Global alignment

Global alignment#

Use cases#

Aligning two homologous genes to identify evolutionary events.
Computing evolutionary distance between two homologous genes, which can be used for multiple sequence alignment and phylogenetic tree construction (more on this in later sections).

Computational problem formulation#

We can formulate the problem of finding a global alignment between two sequences as a discrete optimization problem, in which we define a way to score an alignment and the goal would be to find a highest scoring one.

Scoring an alignment#

Shown below are two different alignments of the same pair of sequences. Which one is a better alignment, i.e. which one seems to be a better hypothesis of how these sequences have evolved?

../../_images/two_alignments.svg — Fig. 24 Two alignments of the same sequence pair. Which one should score higher?#

The commonly used scoring scheme has two components: (1) a substitution matrix \(M = [m_{xy}]\), where \(m_{xy}\) is the score for an alignment column containing residues \(x\) and \(y\) in the first and second sequence, respectively, and (2) a gap penalty to score the insertions and deletions (also called indels).

Shown below is a substitution matrix called BLOSUM-62 often used for protein sequence alignment. More later on where these come from.

../../_images/960px-Blosum62-dayhoff-ordering.svg.png — Fig. 25 BLOSUM-62 substitution matrix.
Source: https://en.wikipedia.org/wiki/BLOSUM#/media/File:Blosum62-dayhoff-ordering.svg#

A simple choice of gap penalty is a linear one in which a length-\(l\) gap is given a penatly of \(gl\) for some positive number \(g\). It is however typical to use something called an affine gap penalty in which a length-\(l\) gap gets a penalty of \(o + e (l-1)\), where \(o,e\) are gap open and gap extension penalties. This is based partly on the observation of indel size distributions and partly because it is easier to fit it into the dynamic programming scheme discussed below.

Brute-force? No thanks.#

The number of possible global alignments between two sequences is very large. More specifically, for two sequences both of length \(n\), the number of global alignments between them is \(\Omega(3^n)\) and \(O(1+\sqrt{2})^{2n}\) (https://doi.org/10.1080/10425170310001617894). So brute-force search is clearly not feasible.

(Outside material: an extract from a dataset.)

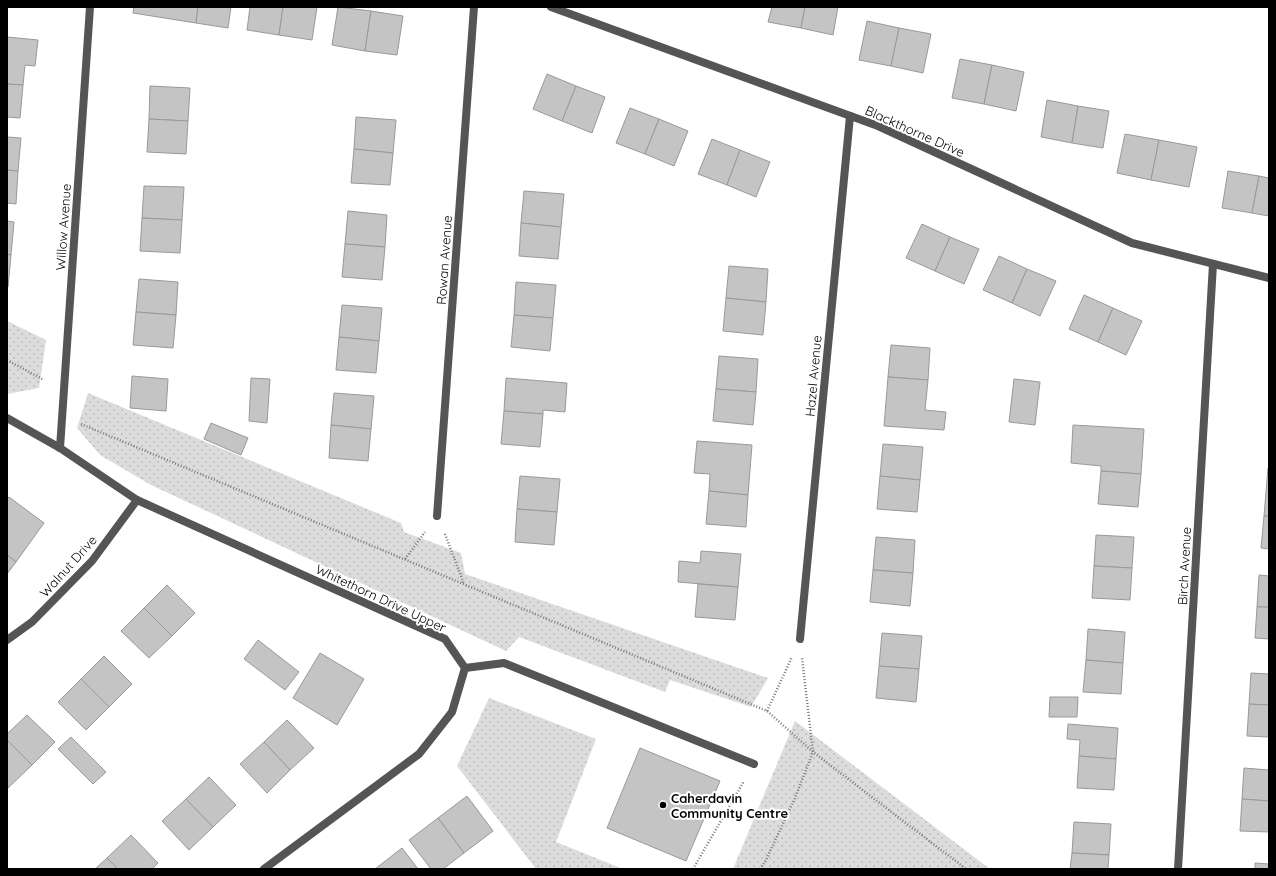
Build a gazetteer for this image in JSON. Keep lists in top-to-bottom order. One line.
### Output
{"streets":{"street":["Blackthorne Drive","Willow Avenue","Rowan Avenue","Hazel Avenue","Walnut Drive","Birch Avenue","Whitethorn Drive Upper"]},"crossings":[["Blackthorne Drive","Hazel Avenue"],["Blackthorne Drive","Birch Avenue"],["Willow Avenue","Whitethorn Drive Upper"],["Walnut Drive","Whitethorn Drive Upper"]],"places":["Caherdavin Community Centre"]}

Luckily, finding a max-scoring global alignment under the scoring scheme described above yields nicely to dynamic programming.

Needleman-Wunsch algorithm for global alignment#

Optimal substructure property#

Let \(A\) and \(B\) be the two input sequences of lengths \(m\) and \(n\), respectively. For a sequence \(A\), let \(A[i]\) denote its \(i\)-th residue and \(A[i:j]\) denote the substring \(A[i], A[i+1],\ldots, A[j]\). For simplicity, let’s assume linear gap penalty for now.

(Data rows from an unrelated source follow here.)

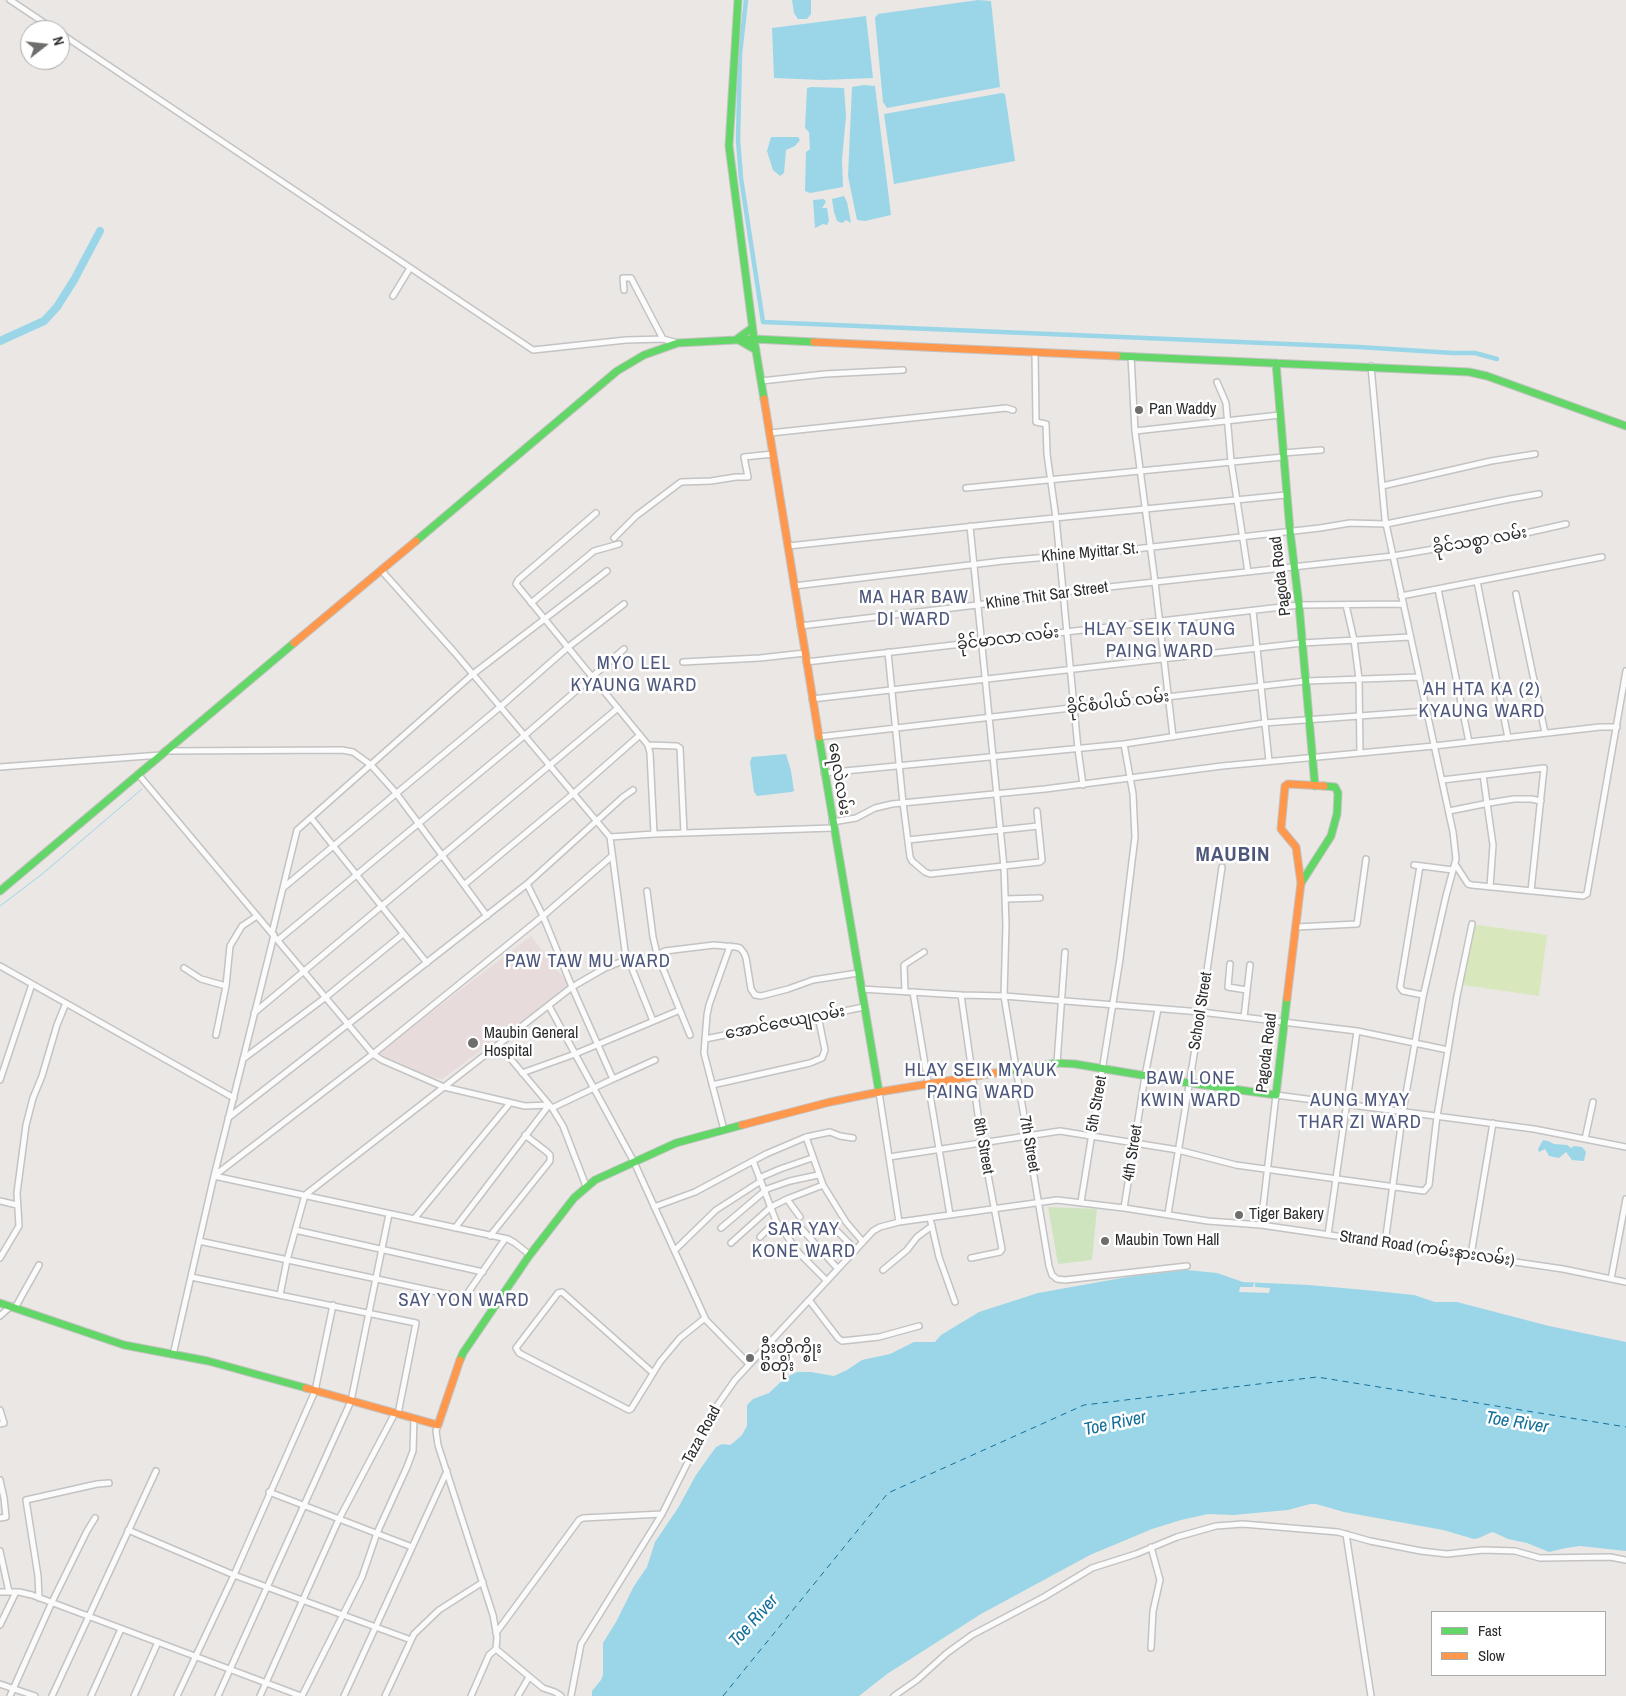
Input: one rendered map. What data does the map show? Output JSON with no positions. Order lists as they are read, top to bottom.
{
  "streets": {
    "main road": ["Pagoda Road", "ရေလဲလမ်း"],
    "street": [
      "ခိုင်သစ္စာ လမ်း",
      "Khine Myittar St.",
      "Khine Thit Sar Street",
      "ခိုင်မာလာ လမ်း",
      "ခိုင်စံပါယ် လမ်း",
      "School Street",
      "အောင်ဇေယျလမ်း",
      "5th Street",
      "7th Street",
      "8th Street",
      "4th Street",
      "Strand Road (ကမ်းနားလမ်း)",
      "Taza Road"
    ]
  },
  "crossings": [
    ["ခိုင်သစ္စာ လမ်း", "Pagoda Road"],
    ["ခိုင်သစ္စာ လမ်း", "Khine Thit Sar Street"],
    ["Khine Myittar St.", "Pagoda Road"],
    ["Khine Myittar St.", "ရေလဲလမ်း"],
    ["Khine Myittar St.", "7th Street"],
    ["Pagoda Road", "Khine Thit Sar Street"],
    ["Pagoda Road", "ခိုင်မာလာ လမ်း"],
    ["Pagoda Road", "ခိုင်စံပါယ် လမ်း"],
    ["Pagoda Road", "Strand Road (ကမ်းနားလမ်း)"],
    ["Khine Thit Sar Street", "ရေလဲလမ်း"],
    ["Khine Thit Sar Street", "7th Street"],
    ["ခိုင်မာလာ လမ်း", "ရေလဲလမ်း"],
    ["ခိုင်မာလာ လမ်း", "7th Street"],
    ["ခိုင်စံပါယ် လမ်း", "ရေလဲလမ်း"],
    ["ခိုင်စံပါယ် လမ်း", "7th Street"],
    ["ရေလဲလမ်း", "အောင်ဇေယျလမ်း"],
    ["ရေလဲလမ်း", "Strand Road (ကမ်းနားလမ်း)"],
    ["ရေလဲလမ်း", "Taza Road"],
    ["School Street", "Strand Road (ကမ်းနားလမ်း)"],
    ["5th Street", "Strand Road (ကမ်းနားလမ်း)"],
    ["7th Street", "Strand Road (ကမ်းနားလမ်း)"],
    ["8th Street", "Strand Road (ကမ်းနားလမ်း)"],
    ["4th Street", "Strand Road (ကမ်းနားလမ်း)"],
    ["Strand Road (ကမ်းနားလမ်း)", "Taza Road"]
  ],
  "districts": [
    "MA HAR BAW DI WARD",
    "HLAY SEIK TAUNG PAING WARD",
    "MYO LEL KYAUNG WARD",
    "AH HTA KA (2) KYAUNG WARD",
    "MAUBIN",
    "PAW TAW MU WARD",
    "HLAY SEIK MYAUK PAING WARD",
    "BAW LONE KWIN WARD",
    "AUNG MYAY THAR ZI WARD",
    "SAR YAY KONE WARD",
    "SAY YON WARD"
  ],
  "water": ["Toe River"],
  "places": [
    "Pan Waddy",
    "Maubin General Hospital",
    "Tiger Bakery",
    "Maubin Town Hall",
    "ဦးတိုက္စိုး စတိုး"
  ],
  "legend": ["Fast", "Slow"],
  "north": "right"
}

Consider an optimal global alignment between the prefixes \(A[1:i]\) and \(B[1:j]\) and let \(S_{ij}\) be its score. The rightmost column of such an alignment can be one of three cases: it aligns \(A[i]\) with \(B[j]\), \(A[i]\) is aligned to a gap character, or \(B[j]\) is aligned to a gap character. The sub-alignment left of the rightmost column must be an optimal alignment (see Figure below).

../../_images/optimal_substructure_property.svg — Fig. 26 Optimal substructure property#

Thus we can obtain the following recurrence:

\[\begin{split} \begin{align} S_{ij} &= \max \begin{cases} S_{i-1,j-1} + m_{A[i],B[j]}\\ S_{i-1,j} + g\\ S_{i,j-1} + g \end{cases} \\[2em] \end{align}\end{split}\]

The base cases are:

\[\begin{split} \begin{align} S_{0,j} &= gj \text{ for } 0 \leq j \leq n \\ S_{i,0} &= gi \text{ for } 0 \leq i \leq m \end{align}\end{split}\]

Bottom-up computation#

The computation of \(S_{ij}\) can be visualized as a matrix with each cell corresponding to \(S_{ij}\). Computing a cell depends only on 3 other cells: one immediately above, one to the left, and one diagonally to the left. There this matrix can be computed by filling in the rows from top to bottom and each row filling in the cells from left to right. Are there other orders in which to compute the cells?

Obtaining an optimal alignment#

The computation of \(S_{ij}\) just gives the optimal global alignment score. To obtain the actual optimal alignment, we need remember which of the 3 cases gives the maximum, and use that information to perform traceback.

Demo#

Here is an online demonstration.

Time complexity#

Let \(m,n\) be the lengths of sequences \(A\),\(B\), respectively. Since there are \(\Theta(mn)\) cells to compute and each cell takes \(\Theta(1)\) to compute each cell, the running time is \(\Theta(mn)\).